MarketWatch reports that ZOOM Technologies hasn’t reported revenue for the past eight years. The company is based out of Beijing, China. Its Yahoo! Finance profile page clearly says that it doesn’t have “significant operations,” though it was in the business of distributing wireless communications products in the US at one point of time.
But that didn’t stop investors, who were either very smart or – more likely – very stupid, from buying loads of ZOOM stock. Even so, there’s probably at least one foolish trader laughing all the way to the bank.
If you are one of those stupid-but-lucky investors who invested in the wrong ZOOM, now would be a good time to cash out and buy a stock – maybe the company whose shares you thought you were purchasing in the first place? – that’s actually going to make you money in the long run.
The Zoom IPO was a success was because of the impressive financial progress made by the company. The IPO filings revealed a profit of $7.6 million in fiscal 2019 on revenue of $330.5 million.
The company’s revenue in the prior-year period was $151.5 million and its loss stood at $3.8 million, so the company more than doubled its revenue and wiped out its loss. This makes Zoom’s IPO a rarity in today’s landscape as the other tech names going public have been burning loads of money.
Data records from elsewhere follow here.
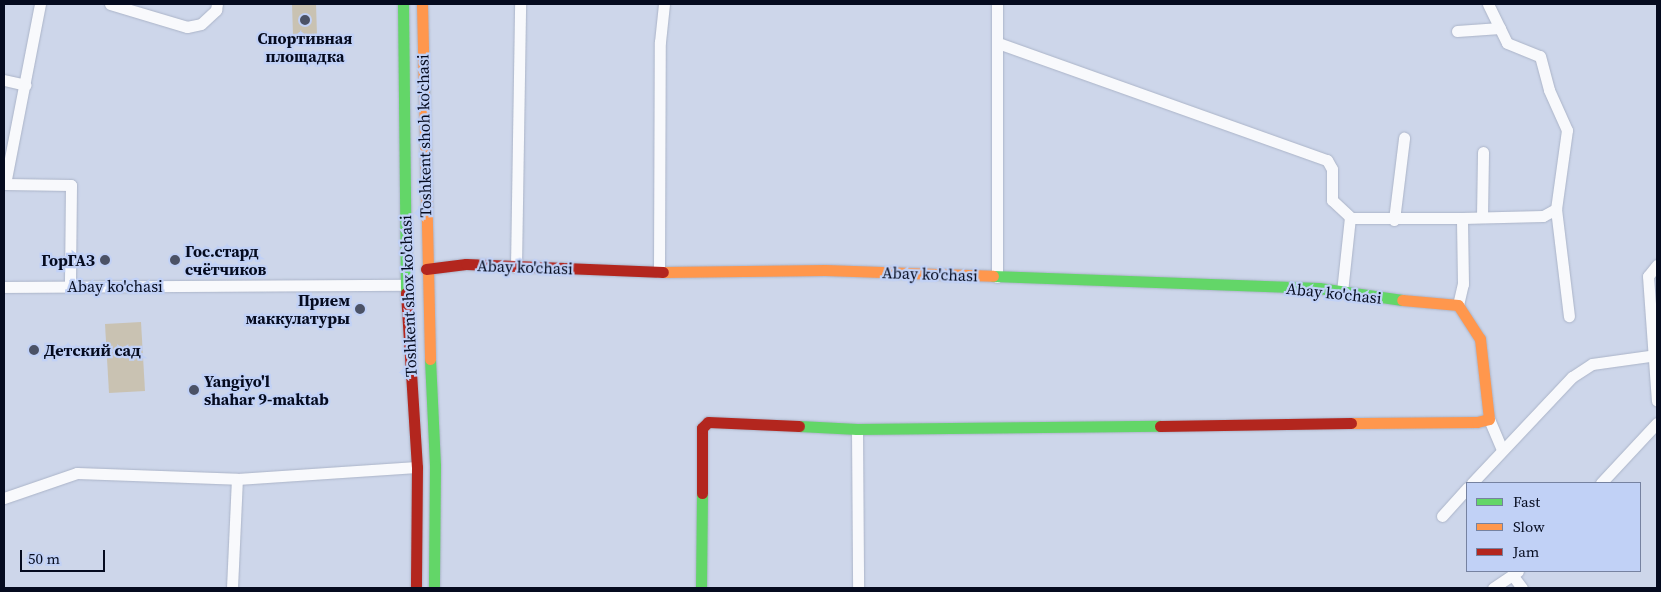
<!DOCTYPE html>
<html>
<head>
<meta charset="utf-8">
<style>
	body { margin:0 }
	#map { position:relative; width:1661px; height:592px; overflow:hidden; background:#cdd6ea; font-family:"Source Serif 4",serif }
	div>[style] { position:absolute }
	.green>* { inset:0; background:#c9c2b2 }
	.roads { filter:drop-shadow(0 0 1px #abb4c8) drop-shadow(0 0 1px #abb4c8) }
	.street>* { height:11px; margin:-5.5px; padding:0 5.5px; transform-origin:5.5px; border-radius:5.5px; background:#f8f9fc }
	.fast>* { height:11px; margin:-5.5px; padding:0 5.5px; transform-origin:5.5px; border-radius:5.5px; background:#63d668 }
	.slow>* { height:11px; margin:-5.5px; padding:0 5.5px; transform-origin:5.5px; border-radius:5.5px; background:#ff974d }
	.jam>* { height:11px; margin:-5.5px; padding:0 5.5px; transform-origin:5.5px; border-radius:5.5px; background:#b3261e }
	.dots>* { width:14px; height:14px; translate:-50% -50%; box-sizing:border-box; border:2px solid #c1d1f6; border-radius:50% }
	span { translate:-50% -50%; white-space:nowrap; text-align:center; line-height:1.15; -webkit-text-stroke:4.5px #c1d1f6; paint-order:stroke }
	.poi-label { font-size:16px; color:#050b1f; font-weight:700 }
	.left { translate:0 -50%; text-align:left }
	.right { translate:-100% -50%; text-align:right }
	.street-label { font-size:16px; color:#050b1f }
	.frame { position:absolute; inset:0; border:5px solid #050b1f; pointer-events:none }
	.legend { position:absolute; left:1466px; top:482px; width:175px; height:90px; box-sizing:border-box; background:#c1d1f6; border:1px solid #7682a0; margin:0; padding:6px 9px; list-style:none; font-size:15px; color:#050b1f }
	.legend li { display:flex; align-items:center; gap:10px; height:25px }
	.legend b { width:25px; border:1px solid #7682a0 }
	.scale { position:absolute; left:20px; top:550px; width:85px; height:22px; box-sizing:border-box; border:2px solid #050b1f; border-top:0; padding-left:6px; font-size:15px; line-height:18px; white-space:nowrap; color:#050b1f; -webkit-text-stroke:4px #c1d1f6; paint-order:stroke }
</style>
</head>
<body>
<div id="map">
	<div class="green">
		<div style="clip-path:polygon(292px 4px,316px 4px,317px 36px,293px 36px)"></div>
		<div style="clip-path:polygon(141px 322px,145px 391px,109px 393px,105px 324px)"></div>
	</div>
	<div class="roads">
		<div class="street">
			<div style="left:40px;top:4px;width:183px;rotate:101deg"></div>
			<div style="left:5px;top:184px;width:66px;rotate:0.9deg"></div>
			<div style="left:71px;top:185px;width:101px;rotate:90.6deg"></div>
			<div style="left:110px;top:4px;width:80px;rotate:16.6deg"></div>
			<div style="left:187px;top:27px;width:14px;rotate:-12deg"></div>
			<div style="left:201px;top:24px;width:21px;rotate:-43deg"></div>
			<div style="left:216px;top:10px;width:6px;rotate:-81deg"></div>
			<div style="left:997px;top:4px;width:273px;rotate:90deg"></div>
			<div style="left:1488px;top:4px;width:43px;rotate:64deg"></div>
			<div style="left:1507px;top:43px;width:35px;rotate:22deg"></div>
			<div style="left:1540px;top:56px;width:35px;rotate:75deg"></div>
			<div style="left:1549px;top:90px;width:44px;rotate:65.8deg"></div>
			<div style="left:1567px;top:130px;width:80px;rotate:97.9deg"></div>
			<div style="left:1556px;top:209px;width:108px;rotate:83.1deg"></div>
			<div style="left:1457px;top:31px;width:43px;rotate:-4deg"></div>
			<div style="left:998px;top:43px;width:349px;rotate:19.6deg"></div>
			<div style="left:1327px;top:160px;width:10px;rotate:61deg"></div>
			<div style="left:1332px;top:169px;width:31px;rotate:90deg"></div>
			<div style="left:1332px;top:200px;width:26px;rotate:43deg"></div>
			<div style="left:1351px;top:218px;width:111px"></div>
			<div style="left:4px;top:80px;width:22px;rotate:13deg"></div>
			<div style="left:1482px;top:217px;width:65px;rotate:-89.1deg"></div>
			<div style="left:1394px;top:220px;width:83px;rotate:-83deg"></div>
			<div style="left:1657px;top:265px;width:14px;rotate:129deg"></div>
			<div style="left:1648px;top:276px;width:125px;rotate:85.9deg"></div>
			<div style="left:516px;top:267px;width:263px;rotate:-89.1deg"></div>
			<div style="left:659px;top:272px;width:230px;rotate:-89.8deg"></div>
			<div style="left:660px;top:42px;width:38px;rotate:-84deg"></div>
			<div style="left:4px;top:287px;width:402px;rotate:-0.3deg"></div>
			<div style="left:1342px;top:292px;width:75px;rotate:-83.9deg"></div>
			<div style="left:1458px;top:305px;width:22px;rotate:-77deg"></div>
			<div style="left:1463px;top:284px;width:66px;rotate:-90.9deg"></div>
			<div style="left:1462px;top:218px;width:81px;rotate:-1.4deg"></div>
			<div style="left:1543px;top:216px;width:15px;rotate:-28deg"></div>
			<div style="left:1489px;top:419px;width:34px;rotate:67deg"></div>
			<div style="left:857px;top:429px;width:159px;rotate:89.6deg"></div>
			<div style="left:1472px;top:483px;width:146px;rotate:-46.7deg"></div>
			<div style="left:1572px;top:377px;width:24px;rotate:-33deg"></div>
			<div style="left:1592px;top:364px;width:65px;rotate:-8deg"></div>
			<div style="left:1601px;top:483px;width:82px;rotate:-47deg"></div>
			<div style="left:4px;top:498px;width:77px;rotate:-18.9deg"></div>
			<div style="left:77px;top:473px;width:160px;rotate:2.1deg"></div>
			<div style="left:237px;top:479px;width:180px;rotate:-3.8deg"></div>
			<div style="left:1442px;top:516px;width:38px;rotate:-48deg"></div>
			<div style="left:1513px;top:576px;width:15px;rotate:53deg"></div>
			<div style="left:232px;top:588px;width:109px;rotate:-87.4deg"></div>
			<div style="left:1493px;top:588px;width:30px;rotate:-34deg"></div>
		</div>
		<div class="fast">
			<div style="left:403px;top:4px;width:289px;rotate:89.4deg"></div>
			<div style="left:993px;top:276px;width:326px;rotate:2.1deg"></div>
			<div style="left:1319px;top:288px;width:84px;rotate:8.2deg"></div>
			<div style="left:430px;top:359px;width:107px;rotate:87.3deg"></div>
			<div style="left:435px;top:466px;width:122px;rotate:90.5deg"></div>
			<div style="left:799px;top:426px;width:58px;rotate:3deg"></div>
			<div style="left:857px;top:429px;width:303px;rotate:-0.6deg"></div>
			<div style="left:701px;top:588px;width:95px;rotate:-89.4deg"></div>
		</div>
		<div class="slow">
			<div style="left:422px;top:4px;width:355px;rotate:88.7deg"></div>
			<div style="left:663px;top:272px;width:162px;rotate:-0.7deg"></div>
			<div style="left:825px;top:270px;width:168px;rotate:2deg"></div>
			<div style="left:1351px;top:423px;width:126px;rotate:-0.5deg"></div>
			<div style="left:1477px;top:422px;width:12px;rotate:-14deg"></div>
			<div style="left:1489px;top:419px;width:81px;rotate:-96.4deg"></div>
			<div style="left:1480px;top:339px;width:40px;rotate:-122.9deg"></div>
			<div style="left:1458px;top:305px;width:56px;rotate:-174.9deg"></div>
		</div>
		<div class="jam">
			<div style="left:426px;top:269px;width:40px;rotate:-7.1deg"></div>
			<div style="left:466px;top:264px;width:197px;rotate:2.3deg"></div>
			<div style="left:406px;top:293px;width:174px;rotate:86.4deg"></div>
			<div style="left:417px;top:467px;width:121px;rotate:90.5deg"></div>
			<div style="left:1160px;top:426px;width:191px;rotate:-0.9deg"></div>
			<div style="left:702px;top:493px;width:65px;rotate:-90deg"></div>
			<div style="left:702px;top:428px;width:8px;rotate:-45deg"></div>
			<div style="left:708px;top:422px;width:91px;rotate:2.5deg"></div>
		</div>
	</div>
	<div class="dots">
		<div style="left:305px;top:20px;background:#4b5266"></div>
		<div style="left:105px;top:260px;background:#4b5266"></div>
		<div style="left:175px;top:260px;background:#4b5266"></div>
		<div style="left:360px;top:309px;background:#4b5266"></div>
		<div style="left:34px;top:350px;background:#4b5266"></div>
		<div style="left:194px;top:390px;background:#4b5266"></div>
	</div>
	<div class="poi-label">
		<span style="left:305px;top:47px">Спортивная<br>площадка</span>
		<span class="left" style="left:185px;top:260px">Гос.стард<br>счётчиков</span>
		<span class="right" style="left:95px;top:260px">ГорГАЗ</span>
		<span class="right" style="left:350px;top:309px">Прием<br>маккулатуры</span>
		<span class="left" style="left:44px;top:350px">Детский сад</span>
		<span class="left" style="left:204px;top:390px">Yangiyo'l<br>shahar 9-maktab</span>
	</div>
	<div class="street-label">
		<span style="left:424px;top:136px;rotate:-91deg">Toshkent shoh ko'chasi</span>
		<span style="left:525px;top:267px;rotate:2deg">Abay ko'chasi</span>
		<span style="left:930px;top:274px;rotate:2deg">Abay ko'chasi</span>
		<span style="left:115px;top:286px">Abay ko'chasi</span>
		<span style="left:1334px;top:293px;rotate:6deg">Abay ko'chasi</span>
		<span style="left:408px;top:296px;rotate:-92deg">Toshkent shox ko'chasi</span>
	</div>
	<div class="frame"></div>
	<ul class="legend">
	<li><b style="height:6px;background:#63d668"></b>Fast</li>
	<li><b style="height:6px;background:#ff974d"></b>Slow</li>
	<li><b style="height:6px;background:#b3261e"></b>Jam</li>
	</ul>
	<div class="scale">50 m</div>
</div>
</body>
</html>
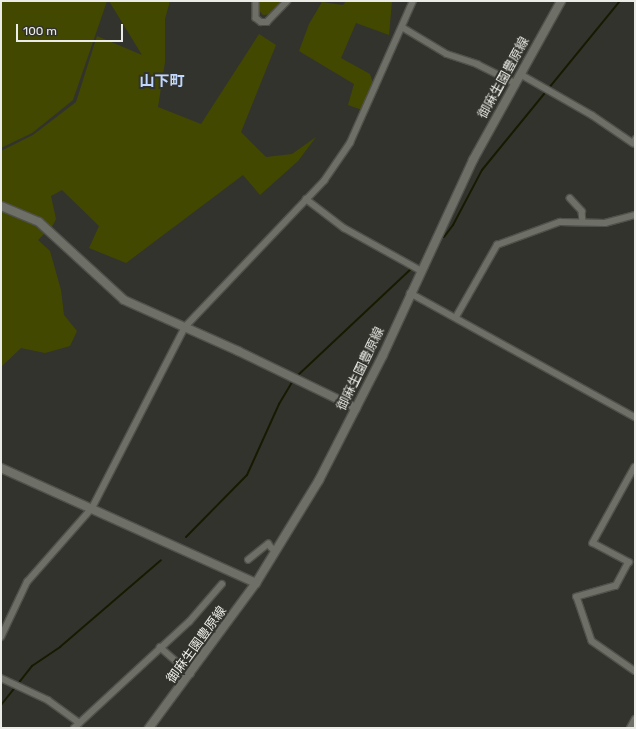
<!DOCTYPE html>
<html>
<head>
<meta charset="utf-8">
<style>
  body { margin:0 }
  #map { position:relative; width:636px; height:729px; overflow:hidden; background:#32332c; font-family:Rubik,"Noto Sans JP",sans-serif }
  div>[style] { position:absolute }
  .green>* { inset:0; background:#434800 }
  .stream>* { height:2px; margin:-1px; padding:0 1px; transform-origin:1px; border-radius:1px; background:#171a00 }
  .roads { filter:drop-shadow(1px 0 #50514b) drop-shadow(-1px 0 #50514b) drop-shadow(0 1px #50514b) drop-shadow(0 -1px #50514b) }
  .street>* { height:5.5px; margin:-2.75px; padding:0 2.75px; transform-origin:2.75px; border-radius:2.75px; background:#6e6f67 }
  .secondary>* { height:8px; margin:-4px; padding:0 4px; transform-origin:4px; border-radius:4px; background:#6e6f67 }
  span { translate:-50% -50%; white-space:nowrap; text-align:center; line-height:1.15; -webkit-text-stroke:4px #32332c; paint-order:stroke }
  .street-label { font-size:13px; color:#ebece7 }
  .quarter-label { font-size:15px; color:#c2d7ff; font-weight:700 }
  .frame { position:absolute; inset:0; border:2px solid #ebece7; pointer-events:none }
  .scale { position:absolute; left:16px; top:24px; width:107px; height:18px; box-sizing:border-box; border:2px solid #ebece7; border-top:0; padding-left:5px; font-size:12px; line-height:14px; white-space:nowrap; color:#ebece7; -webkit-text-stroke:3px #32332c; paint-order:stroke }
</style>
</head>
<body>
<div id="map">
  <div class="green">
    <div style="clip-path:polygon(1px 1px,107px 1px,73px 100px,32px 133px,1px 148px)"></div>
    <div style="clip-path:polygon(109px 1px,170px 1px,165px 19px,165px 62px,158px 107px,201px 124px,259px 34px,276px 45px,241px 132px,266px 157px,292px 154px,316px 137px,298px 161px,260px 195px,243px 175px,126px 263px,89px 248px,99px 226px,62px 190px,51px 196px,56px 219px,53px 225px,38px 240px,50px 251px,61px 290px,64px 315px,77px 331px,70px 346px,45px 353px,21px 348px,1px 367px,1px 151px,33px 135px,76px 102px,97px 36px,142px 55px)"></div>
    <div style="clip-path:polygon(259px 1px,283px 1px,272px 14px,263px 15px,258px 9px)"></div>
    <div style="clip-path:polygon(346px 1px,392px 1px,389px 35px,356px 23px,341px 58px,370px 74px,373px 83px,365px 111px,348px 105px,354px 84px,299px 51px,309px 24px,322px 2px,343px 5px)"></div>
  </div>
  <div class="stream">
    <div style="left:444px;top:237px;width:15px;rotate:-53deg"></div>
    <div style="left:453px;top:225px;width:62px;rotate:-62.2deg"></div>
    <div style="left:482px;top:170px;width:218px;rotate:-50.8deg"></div>
    <div style="left:296px;top:377px;width:158px;rotate:-43.2deg"></div>
    <div style="left:186px;top:537px;width:87px;rotate:-45.5deg"></div>
    <div style="left:247px;top:475px;width:78px;rotate:-65.7deg"></div>
    <div style="left:279px;top:404px;width:27px;rotate:-59deg"></div>
    <div style="left:1px;top:705px;width:50px;rotate:-51.5deg"></div>
    <div style="left:32px;top:666px;width:34px;rotate:-34deg"></div>
    <div style="left:60px;top:647px;width:133px;rotate:-40.7deg"></div>
  </div>
  <div class="roads">
    <div class="street">
      <div style="left:256px;top:1px;width:17px;rotate:90deg"></div>
      <div style="left:256px;top:18px;width:6px;rotate:39deg"></div>
      <div style="left:261px;top:22px;width:6px"></div>
      <div style="left:267px;top:22px;width:29px;rotate:-46deg"></div>
      <div style="left:402px;top:27px;width:52px;rotate:31deg"></div>
      <div style="left:447px;top:54px;width:32px;rotate:18deg"></div>
      <div style="left:477px;top:64px;width:42px;rotate:26.6deg"></div>
      <div style="left:520px;top:74px;width:83px;rotate:29.7deg"></div>
      <div style="left:592px;top:115px;width:50px;rotate:34.3deg"></div>
      <div style="left:633px;top:143px;width:4px;rotate:-56deg"></div>
      <div style="left:570px;top:198px;width:18px;rotate:47deg"></div>
      <div style="left:582px;top:211px;width:11px;rotate:85deg"></div>
      <div style="left:306px;top:199px;width:48px;rotate:37.3deg"></div>
      <div style="left:344px;top:228px;width:87px;rotate:28.9deg"></div>
      <div style="left:410px;top:293px;width:257px;rotate:28.9deg"></div>
      <div style="left:456px;top:317px;width:83px;rotate:-60.3deg"></div>
      <div style="left:497px;top:245px;width:67px;rotate:-20.1deg"></div>
      <div style="left:560px;top:222px;width:45px;rotate:1.3deg"></div>
      <div style="left:605px;top:223px;width:31px;rotate:-15deg"></div>
      <div style="left:635px;top:467px;width:87px;rotate:118.9deg"></div>
      <div style="left:593px;top:543px;width:41px;rotate:27.8deg"></div>
      <div style="left:629px;top:562px;width:27px;rotate:118deg"></div>
      <div style="left:616px;top:586px;width:41px;rotate:164.2deg"></div>
      <div style="left:577px;top:597px;width:46px;rotate:71.2deg"></div>
      <div style="left:592px;top:641px;width:52px;rotate:34.9deg"></div>
      <div style="left:248px;top:560px;width:26px;rotate:-39deg"></div>
      <div style="left:268px;top:544px;width:11px;rotate:45deg"></div>
      <div style="left:1px;top:637px;width:61px;rotate:-64.7deg"></div>
      <div style="left:27px;top:582px;width:98px;rotate:-48.7deg"></div>
      <div style="left:92px;top:508px;width:203px;rotate:-62.8deg"></div>
      <div style="left:185px;top:327px;width:202px;rotate:-46.4deg"></div>
      <div style="left:324px;top:181px;width:46px;rotate:-55.6deg"></div>
      <div style="left:350px;top:143px;width:155px;rotate:-66.1deg"></div>
      <div style="left:160px;top:647px;width:41px;rotate:41.1deg"></div>
      <div style="left:1px;top:678px;width:52px;rotate:25.1deg"></div>
      <div style="left:48px;top:700px;width:39px;rotate:36deg"></div>
      <div style="left:74px;top:728px;width:156px;rotate:-42.7deg"></div>
      <div style="left:189px;top:622px;width:50px;rotate:-49deg"></div>
      <div style="left:630px;top:728px;width:10px;rotate:-61deg"></div>
    </div>
    <div class="secondary">
      <div style="left:1px;top:206px;width:41px;rotate:22.8deg"></div>
      <div style="left:39px;top:222px;width:115px;rotate:42.5deg"></div>
      <div style="left:124px;top:300px;width:125px;rotate:24.1deg"></div>
      <div style="left:238px;top:351px;width:131px;rotate:25.8deg"></div>
      <div style="left:1px;top:468px;width:280px;rotate:24.3deg"></div>
      <div style="left:149px;top:728px;width:180px;rotate:-53.6deg"></div>
      <div style="left:256px;top:583px;width:121px;rotate:-58.5deg"></div>
      <div style="left:319px;top:480px;width:140px;rotate:-62.9deg"></div>
      <div style="left:383px;top:355px;width:215px;rotate:-65.2deg"></div>
      <div style="left:473px;top:160px;width:182px;rotate:-61deg"></div>
    </div>
  </div>
  <div class="street-label">
    <span style="left:504px;top:78px;rotate:-61deg">御麻生園豊原線</span>
    <span style="left:361px;top:369px;rotate:-64deg">御麻生園豊原線</span>
    <span style="left:197px;top:645px;rotate:-54deg">御麻生園豊原線</span>
  </div>
  <div class="quarter-label">
    <span style="left:162px;top:82px">山下町</span>
  </div>
  <div class="frame"></div>
  <div class="scale">100 m</div>
</div>
</body>
</html>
Uber, for instance, is seeking a $100 billion valuation but its IPO filing said that the ridesharing specialist might not ever turn a profit. Pinterest, which made its stock market debut along with Zoom, is another company that’s incurring losses and is yet to find a path to monetize its business.
Zoom investors can only hope that the actual company replicates the feat of its doppelganger by delivering terrific financial growth for years to come.